Oestrogen levels in serum and urine of premenopausal women eating low and high amounts of meat.Public Health Nutr 2014; 17(9):2087-93PH
Based on the hypothesis that high-meat diets may increase breast cancer risk through hormonal pathways, the present analysis compared oestrogens in serum and urine by meat-eating status.
Intervention with repeated measures.
Two randomized soya trials (BEAN1 and BEAN2) among premenopausal healthy women.
BEAN1 participants completed seven unannounced 24 h dietary recalls and donated five blood and urine samples over 2 years. BEAN2 women provided seven recalls and three samples over 13 months. Serum samples were analysed for oestrone (E₁) and oestradiol (E₂) using RIA. Nine oestrogen metabolites were measured in urine by LC-MS. Semi-vegetarians included women who reported consuming <30 g of red meat, poultry and fish daily, and pescatarians those who reported consuming <20 g of meat/poultry but >10 g of fish daily. All other women were classified as non-vegetarians. We applied mixed models to compute least-square means by vegetarian status adjusted for potential confounders.
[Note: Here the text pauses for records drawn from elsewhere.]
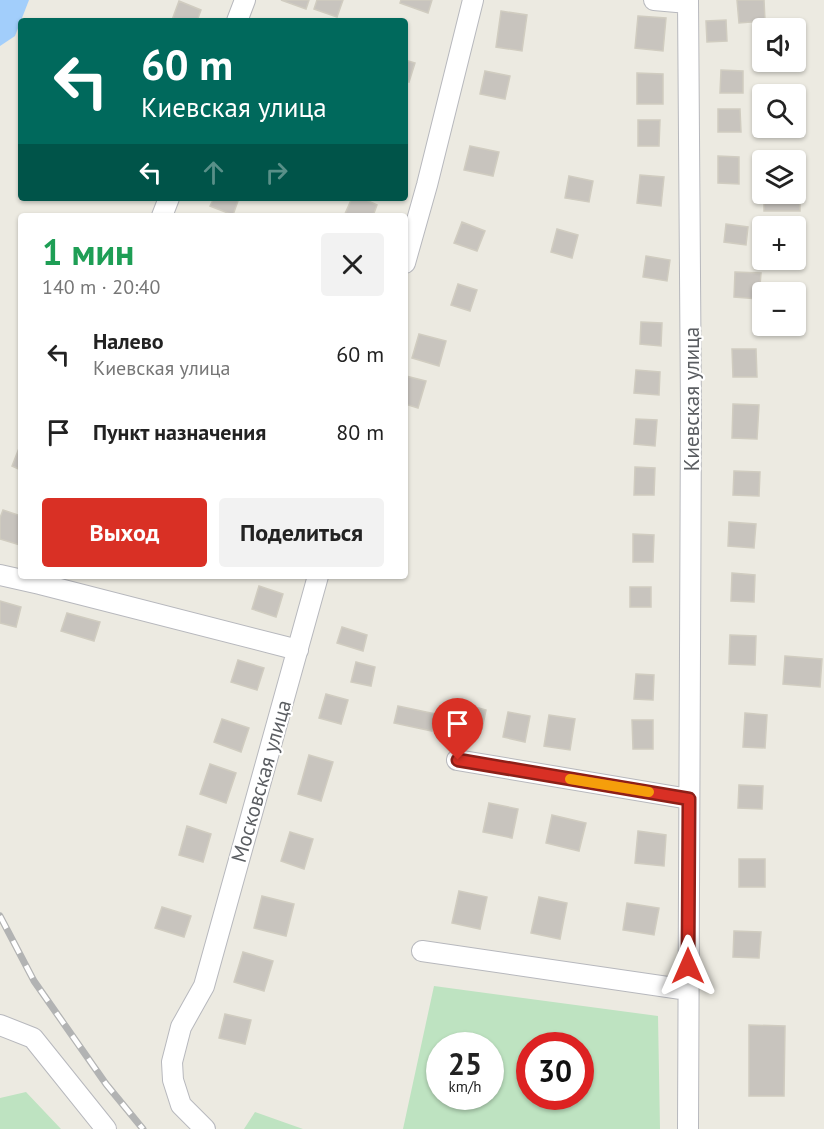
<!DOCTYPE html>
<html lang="ru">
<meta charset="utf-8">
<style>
body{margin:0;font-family:"PT Sans",sans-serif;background:#f2f2f2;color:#222;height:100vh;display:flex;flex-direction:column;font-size:22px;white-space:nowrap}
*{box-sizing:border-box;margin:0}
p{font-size:20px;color:#767676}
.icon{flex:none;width:33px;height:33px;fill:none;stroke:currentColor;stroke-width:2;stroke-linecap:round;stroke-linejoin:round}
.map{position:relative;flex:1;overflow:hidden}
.side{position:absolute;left:18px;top:213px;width:390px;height:366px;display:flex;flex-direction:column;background:#fff;border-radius:6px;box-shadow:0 2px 4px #0004}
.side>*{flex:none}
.guide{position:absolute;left:18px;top:18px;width:390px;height:183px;border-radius:6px;box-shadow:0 2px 4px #0004;background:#00695c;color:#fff;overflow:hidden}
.fabs{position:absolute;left:752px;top:18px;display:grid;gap:12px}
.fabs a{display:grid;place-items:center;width:54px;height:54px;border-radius:6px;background:#fff;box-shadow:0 2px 4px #0004;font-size:30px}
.speed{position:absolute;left:426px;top:1032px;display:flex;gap:12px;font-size:30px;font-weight:700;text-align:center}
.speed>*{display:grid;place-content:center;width:78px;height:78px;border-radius:50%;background:#fff;box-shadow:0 2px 4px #0004;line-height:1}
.speed small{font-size:15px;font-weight:400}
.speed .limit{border:9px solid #d22;background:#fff;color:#111}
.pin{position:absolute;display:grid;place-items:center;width:51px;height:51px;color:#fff;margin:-62px -26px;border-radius:50% 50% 50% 0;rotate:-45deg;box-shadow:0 0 6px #0007}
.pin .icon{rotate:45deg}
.me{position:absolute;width:66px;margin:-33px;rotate:0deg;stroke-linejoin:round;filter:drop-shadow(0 0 4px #0008)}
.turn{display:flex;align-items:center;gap:21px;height:126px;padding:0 24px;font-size:27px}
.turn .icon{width:78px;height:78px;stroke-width:2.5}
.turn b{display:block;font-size:42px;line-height:51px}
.lanes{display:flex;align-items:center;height:57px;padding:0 24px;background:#0003;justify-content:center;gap:30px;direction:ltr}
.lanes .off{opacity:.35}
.round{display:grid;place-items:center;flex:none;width:63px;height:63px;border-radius:6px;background:#f2f2f2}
.head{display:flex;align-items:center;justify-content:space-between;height:102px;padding:0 24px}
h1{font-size:36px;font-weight:600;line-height:45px;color:#1e9e55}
.button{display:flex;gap:12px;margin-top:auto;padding:12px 24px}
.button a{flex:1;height:69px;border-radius:6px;background:#d93025;color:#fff;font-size:24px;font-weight:600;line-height:69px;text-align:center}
.button a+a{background:#f2f2f2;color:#222}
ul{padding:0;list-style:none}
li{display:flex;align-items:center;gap:18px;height:78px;padding:0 24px}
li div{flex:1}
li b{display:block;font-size:22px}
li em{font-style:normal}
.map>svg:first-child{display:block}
</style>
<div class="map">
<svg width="824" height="1129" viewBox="0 0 824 1129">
<rect width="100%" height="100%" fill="#eceae1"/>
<!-- green -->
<path fill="#bee3c1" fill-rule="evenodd" d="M434 986 658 1016 660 1129H403ZM440 1046H490V1096H440ZM530 1046H580V1096H530Z
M26 1092 61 1129H0V1098Z
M255 1112 303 1129H244Z"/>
<!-- water -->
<path fill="#a2cefb" d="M0 0H29L15 36 0 46Z"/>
<!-- building -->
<path fill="#c8c4be" stroke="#d0ccc0" stroke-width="1.5" d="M281 0H309L306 9Z
M317 0H343L337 17 314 9Z
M401 0H432L428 13 400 3Z
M737 0H764L765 21 739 23Z
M179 1 201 10 197 21 172 20Z
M501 11 527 15 522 51 496 47Z
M638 16 666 18 663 51 635 48Z
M726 20 727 41 707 42 706 21Z
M405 60 415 63 409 82 405 81Z
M721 70 743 71V93H720Z
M485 71 510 76 505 99 480 94Z
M637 73 663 74V104H637Z
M718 109H740L741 132H718Z
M638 120H660L659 146H638Z
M470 146 499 152 493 176 464 170Z
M718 156 739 157V184L718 183Z
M640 175 664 177 661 206 637 203Z
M569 176 593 181 589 202 565 198Z
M795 189H800V211H764V194H795Z
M214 198H239L233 215 210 206Z
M352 198H362L377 205 373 216H344Z
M462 222 485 231 477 251 454 243Z
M726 224 748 227 746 245 724 242Z
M557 229 578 235 572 258 551 252Z
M646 256 670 260 667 281 643 277Z
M735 272 761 273 759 299 734 297Z
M458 284 477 290 470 311 451 305Z
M641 322 662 323 661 346 640 344Z
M419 334 446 341 439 366 412 358Z
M732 349H756L757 377H733Z
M636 370 660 372 659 395 634 393Z
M406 376 426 381 418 408 405 404V381Z
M733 404 759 405 757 439 732 438Z
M636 419 657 420 655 446 634 444Z
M21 443V470L12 466Z
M635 467 655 468 654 495H634Z
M734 471 760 472 759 496 733 495Z
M3 510 21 516 20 545 0 539V518Z
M729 522 756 524 754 548 728 546Z
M633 534 654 535 653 562H633Z
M732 573 755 575 754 602 731 601Z
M259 586 283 594 276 617 252 609Z
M630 587H651V607H630Z
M0 601 21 607 16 627 0 623Z
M67 613 100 622 94 641 61 631Z
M342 627 367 635 363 651 337 643Z
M730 635 756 636 755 665 729 664Z
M785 656 822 659 820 687 783 684Z
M238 660 264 668 257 690 231 682Z
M356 662 375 667 371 686 351 682Z
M636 674 654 675 653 700 634 699Z
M326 694 348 700 341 724 319 718Z
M464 704 486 710 482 729 460 724Z
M398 706 436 714 432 731 394 723Z
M508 712 530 716 525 742 503 737Z
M745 713 767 715 765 748 743 747Z
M549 715 575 719 570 750 544 746Z
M222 719 249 728 241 752 214 742Z
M632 720H653V749H633Z
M309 755 333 762 321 801 298 794Z
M210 764 236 773 226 803 200 794Z
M739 785 763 786 762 809 738 808Z
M489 803 518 809 512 838 483 832Z
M552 815 586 823 579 851 546 843Z
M187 826 211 834 203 862 179 855Z
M638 831 666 835 664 866 635 863Z
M290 832 313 839 304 869 281 861Z
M739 859H765V887H739Z
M459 891 487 897 480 929 452 923Z
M262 896 294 904 286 936 254 928Z
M539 897 567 903 560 939 531 933Z
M627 903 659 908 654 935 623 930Z
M162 907 191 916 184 937 155 928Z
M734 931 761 932 759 958 733 957Z
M243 952 273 961 264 991 234 982Z
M225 1014 251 1020 245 1044 219 1038Z
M749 1025 785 1026 784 1096H749Z"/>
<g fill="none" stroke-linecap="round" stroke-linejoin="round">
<!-- minor casing -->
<g stroke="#b7b8bd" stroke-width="22">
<path id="minor" d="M654 0 688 3
M237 21 245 0
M162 216 169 198
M405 263 427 185 473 0
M0 575 40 584 298 650
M457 760 689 799
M422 951 688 990
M0 1025 33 1038 106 1129
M205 1129 181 1105 173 1080 172 1062 181 1027 204 986 318 576
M688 1129 691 413 688 0"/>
</g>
<!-- minor -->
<use href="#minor" stroke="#fff" stroke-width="20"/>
<!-- rail casing -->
<g stroke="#b2b3b3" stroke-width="7">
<path id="rail" d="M0 916 34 981 106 1084 143 1129"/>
</g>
<!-- rail -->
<use href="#rail" stroke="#fff" stroke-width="4.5" stroke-dasharray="14" stroke-linecap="butt"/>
</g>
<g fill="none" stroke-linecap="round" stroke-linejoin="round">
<!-- route casing -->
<g stroke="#8d1f18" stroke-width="15">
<path id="route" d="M458 760 689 799 688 966"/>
</g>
<!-- route -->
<use href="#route" stroke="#d93025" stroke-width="10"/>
<!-- slow -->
<path stroke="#f59e0b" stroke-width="10" d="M570 779 649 792"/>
</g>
<g text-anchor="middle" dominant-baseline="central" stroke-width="4.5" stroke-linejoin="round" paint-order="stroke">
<!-- street labels -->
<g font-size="21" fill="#5a5d61" stroke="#fff">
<text transform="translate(691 399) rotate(-90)">Киевская улица</text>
<text transform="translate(261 781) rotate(-74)">Московская улица</text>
</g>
</g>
</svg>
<div class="fabs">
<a><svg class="icon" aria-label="sound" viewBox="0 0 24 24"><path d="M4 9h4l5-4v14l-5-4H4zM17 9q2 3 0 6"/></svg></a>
<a><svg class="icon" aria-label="search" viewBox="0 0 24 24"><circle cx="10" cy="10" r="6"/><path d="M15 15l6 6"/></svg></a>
<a><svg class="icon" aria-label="layers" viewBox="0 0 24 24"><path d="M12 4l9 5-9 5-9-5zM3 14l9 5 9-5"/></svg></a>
<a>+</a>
<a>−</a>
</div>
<div class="speed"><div>25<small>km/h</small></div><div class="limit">30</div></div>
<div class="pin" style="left:458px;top:760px;background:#d93025"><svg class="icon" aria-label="arrive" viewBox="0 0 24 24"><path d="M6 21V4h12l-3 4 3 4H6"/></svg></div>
<svg class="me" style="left:688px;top:966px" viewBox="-20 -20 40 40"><path d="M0-17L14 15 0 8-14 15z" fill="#d93025" stroke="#fff" stroke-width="4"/></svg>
<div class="guide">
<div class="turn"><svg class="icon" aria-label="left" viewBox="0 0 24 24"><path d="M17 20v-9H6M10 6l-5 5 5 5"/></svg><div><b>60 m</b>Киевская улица</div></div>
<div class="lanes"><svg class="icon" aria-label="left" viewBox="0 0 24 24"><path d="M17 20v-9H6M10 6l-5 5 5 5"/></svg><svg class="icon off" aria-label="ahead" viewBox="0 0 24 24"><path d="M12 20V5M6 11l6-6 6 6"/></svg><svg class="icon off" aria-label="right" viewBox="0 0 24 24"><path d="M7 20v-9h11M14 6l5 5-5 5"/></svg></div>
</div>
<section class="side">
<div class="head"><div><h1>1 мин</h1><p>140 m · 20:40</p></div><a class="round"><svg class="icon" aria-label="close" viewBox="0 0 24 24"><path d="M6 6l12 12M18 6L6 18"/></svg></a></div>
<ul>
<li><svg class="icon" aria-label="left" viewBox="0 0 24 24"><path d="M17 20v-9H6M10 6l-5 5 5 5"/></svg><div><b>Налево</b><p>Киевская улица</p></div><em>60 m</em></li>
<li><svg class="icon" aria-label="arrive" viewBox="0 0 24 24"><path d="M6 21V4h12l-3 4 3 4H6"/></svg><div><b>Пункт назначения</b></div><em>80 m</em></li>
</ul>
<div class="button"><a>Выход</a><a>Поделиться</a></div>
</section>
</div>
The mean age of the 272 participants was 41·9 (SD 4·5) years. Serum E₁ (85 v. 100 pg/ml, P = 0·04) and E₂ (140 v. 154 pg/ml, P = 0·04) levels were lower in the thirty-seven semi-vegetarians than in the 235 non-vegetarians. The sum of the nine urinary oestrogen metabolites (183 v. 200 pmol/mg creatinine, P = 0·27) and the proportions of individual oestrogens and pathways did not differ by meat-eating status. Restricting the models to the samples collected during the luteal phase strengthened the associations.
Given the limitations of the study, the lower levels of serum oestrogens in semi-vegetarians than non-vegetarians need confirmation in larger populations.